O site do grupo destaca a constatação do estudo: “A lesão cardíaca pela vacina é persistente. Depois de 178 dias de acompanhamento, em média, a cicatrização cardíaca ainda estava presente em 60% dos pacientes no acompanhamento”.
Segundo André Prudente, o estudo, assim como os demais, é observacional e retrospectivo, sem que seja estabelecida uma relação de causa. “Foram questionadas somente pessoas que tiveram miocardite e observou-se que havia bem mais gente com a condição e que foi vacinada do que o contrário. Mas isso também não comprova absolutamente nada, porque no período do estudo [entre abril de 2021 e novembro de 2022], a maioria das pessoas já estava imunizada. Também não se sabe em que época as pessoas avaliadas tiveram miocardite – se a condição ocorreu nove meses depois da vacina, não há relação alguma entre uma coisa e outra”, detalha.
Casos são raros
Em julho de 2021, a Agência Nacional de Vigilância Sanitária (Anvisa) emitiu um alerta à sociedade sobre o risco de miocardite e pericardite associadas à vacinação contra a covid-19 com imunizantes baseados em RNA mensageiro (RNAm). O alerta ocorreu após a agência tomar conhecimento de casos dessas condições registrados pela agência reguladora dos Estados Unidos (FDA).
A própria Anvisa esclareceu, contudo, que o risco de ocorrência desses eventos adversos é baixo, embora tenha recomendado aos profissionais de saúde que fiquem atentos e perguntem às pessoas que apresentarem sintomas se elas foram vacinadas, especialmente com a vacina da Pfizer.
Conforme verificação do Comprova de outubro passado, casos de miocardite e pericardite como efeito adverso pós-vacinação com imunizantes de mRNA são conhecidos e raros. A informação consta na bula da vacina Pfizer-BioNTech (BNT162b2), também chamada Comirnaty. Segundo a bula, casos muito raros de miocardite e pericardite foram relatados após a vacinação. A proporção em pessoas acima de 5 anos de idade é de menos de 1 caso a cada 10 mil doses aplicadas.
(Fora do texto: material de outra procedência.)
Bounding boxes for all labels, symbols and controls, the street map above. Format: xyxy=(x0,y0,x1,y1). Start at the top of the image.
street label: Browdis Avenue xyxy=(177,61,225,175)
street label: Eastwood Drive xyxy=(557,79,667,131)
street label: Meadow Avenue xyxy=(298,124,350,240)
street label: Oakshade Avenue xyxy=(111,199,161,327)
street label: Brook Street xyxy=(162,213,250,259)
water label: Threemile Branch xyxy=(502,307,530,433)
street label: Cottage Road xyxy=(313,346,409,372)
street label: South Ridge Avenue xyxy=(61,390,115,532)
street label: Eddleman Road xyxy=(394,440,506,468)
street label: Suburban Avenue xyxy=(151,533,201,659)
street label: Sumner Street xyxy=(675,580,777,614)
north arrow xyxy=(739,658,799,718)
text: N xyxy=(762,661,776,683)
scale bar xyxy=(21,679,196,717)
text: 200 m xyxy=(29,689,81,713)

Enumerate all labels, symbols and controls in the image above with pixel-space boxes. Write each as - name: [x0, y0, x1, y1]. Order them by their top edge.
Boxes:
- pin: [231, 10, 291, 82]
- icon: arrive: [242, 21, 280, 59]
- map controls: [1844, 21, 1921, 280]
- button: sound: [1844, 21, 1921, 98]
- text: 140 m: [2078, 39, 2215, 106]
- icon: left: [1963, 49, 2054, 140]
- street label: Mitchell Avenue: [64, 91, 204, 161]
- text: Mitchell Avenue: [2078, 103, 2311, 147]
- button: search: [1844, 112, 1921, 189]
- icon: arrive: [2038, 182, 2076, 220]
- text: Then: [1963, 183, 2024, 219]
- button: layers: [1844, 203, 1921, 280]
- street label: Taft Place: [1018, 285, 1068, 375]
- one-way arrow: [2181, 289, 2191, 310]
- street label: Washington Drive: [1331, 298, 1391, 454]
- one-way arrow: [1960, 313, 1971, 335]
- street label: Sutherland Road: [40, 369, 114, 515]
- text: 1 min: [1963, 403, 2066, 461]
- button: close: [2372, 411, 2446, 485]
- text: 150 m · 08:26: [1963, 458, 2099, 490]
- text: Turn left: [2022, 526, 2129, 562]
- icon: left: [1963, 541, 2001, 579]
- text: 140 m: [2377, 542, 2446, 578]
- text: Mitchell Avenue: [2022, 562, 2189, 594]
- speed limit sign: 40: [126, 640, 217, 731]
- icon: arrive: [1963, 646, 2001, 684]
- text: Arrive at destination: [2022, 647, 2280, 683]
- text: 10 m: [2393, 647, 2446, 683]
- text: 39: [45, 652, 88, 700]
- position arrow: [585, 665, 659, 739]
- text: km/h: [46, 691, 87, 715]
O Comprova procurou o Médicos pela Vida, mas a conta do grupo no X está configurada para não receber mensagens. Eles também não responderam aos contatos feitos por e-mail.
Alcance da publicação: O Comprova investiga os conteúdos suspeitos com maior alcance nas redes sociais. Até 11 de novembro, a publicação do Médicos pela Vida no X acumulava 238 mil visualizações.
Fontes que consultamos: Os infectologistas André Prudente e Lilian Martins, o pneumologista Carlos Carvalho e estudos mencionados pelo MPV.
Por que o Comprova investigou essa publicação: O Comprova monitora conteúdos suspeitos publicados em redes sociais e aplicativos de mensagem sobre políticas públicas, saúde, mudanças climáticas e eleições e abre investigações para aquelas publicações que obtiveram maior alcance e engajamento. Você também pode sugerir verificações pelo WhatsApp +55 11 97045-4984.
Outras checagens sobre o tema: As vacinas contra a covid-19 são utilizadas frequentemente como peças de desinformação para falar de efeitos adversos em crianças. O Comprova já mostrou que não é verdade que ela fez explodir doenças cardíacas em crianças e que é falsa a alegação de que a OMS teria admitido que bebês de mães imunizadas estariam nascendo com problemas no coração. Também mostrou que a proteção oferecida pelos imunizantes supera o risco de miocardite em crianças.